- Born: 16 March 1928 Kingston upon Hull, England
- Died: 24 March 2010 (aged 82) Thornton Rust, England
- Occupation: Writer
- Writing career
- Genre: Children's fiction

= William Mayne =

English writer of children's fiction (1928–2010)

William James Carter Mayne (16 March 1928 – 24 March 2010) was an English writer of children's fiction. The Oxford Companion to Children's Literature calls him one of the outstanding children's authors of the 20th century and The Times Literary Supplement reportedly called him "the most original good writer for young people in our time". In 2004, he was convicted of child sexual abuse.

==Life==
Mayne was born in Hull, the son of a doctor. He was educated between 1937 and 1942 at the choir school attached to Canterbury Cathedral, with Who's Who adding "then irregularly". The school was evacuated during the Second World War from Kent to Cornwall. He left school aged seventeen, but the only part of his education he valued was the five years at the choir school, which were later the foundation for his four Choir School novels.
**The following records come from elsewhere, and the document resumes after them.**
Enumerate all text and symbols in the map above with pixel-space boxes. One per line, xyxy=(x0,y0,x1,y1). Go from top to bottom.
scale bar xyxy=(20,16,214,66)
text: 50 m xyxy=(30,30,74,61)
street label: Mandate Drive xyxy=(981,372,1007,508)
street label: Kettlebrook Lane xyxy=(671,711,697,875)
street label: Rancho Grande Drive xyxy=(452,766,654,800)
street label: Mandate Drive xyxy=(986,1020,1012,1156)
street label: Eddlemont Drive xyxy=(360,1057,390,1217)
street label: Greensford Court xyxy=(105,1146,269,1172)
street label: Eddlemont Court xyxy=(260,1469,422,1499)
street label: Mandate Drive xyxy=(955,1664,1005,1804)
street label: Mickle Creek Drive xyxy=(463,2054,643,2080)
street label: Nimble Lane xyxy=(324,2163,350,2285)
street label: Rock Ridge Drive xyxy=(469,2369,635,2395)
Mayne lived for most of his life in North Yorkshire. He was lecturer in creative writing at Deakin University, in Australia, from 1976 to 1978 and then Fellow in Creative Writing at Rolle College, Exmouth, from 1979 to 1980.

==Writing career==

Mayne's first novel, Follow the Footprints, was published in 1953. He wrote more than a hundred books, including the Choir School quartet, comprising A Swarm in May, Choristers' Cake, Cathedral Wednesday and Words and Music (1955–1963); and the Earthfasts trilogy, an unusual evocation of the King Arthur legend, comprising Earthfasts, Cradlefasts and Candlefasts (1966–2000).

For A Grass Rope he won the 1957 Carnegie Medal from the Library Association, recognising the year's best children's book by a British subject. He was also a commended runner up for the Medal five times – twice in competition with himself – for A Swarm in May (1955), Choristers' Cake (1956), Member for the Marsh (1956), Blue Boat (1957), and Ravensgill (1970).
Finally he won the 1993 Guardian Children's Fiction Prize for Low Tide, a once-in-a-lifetime book award established in 1966, judged by a panel of British children's writers.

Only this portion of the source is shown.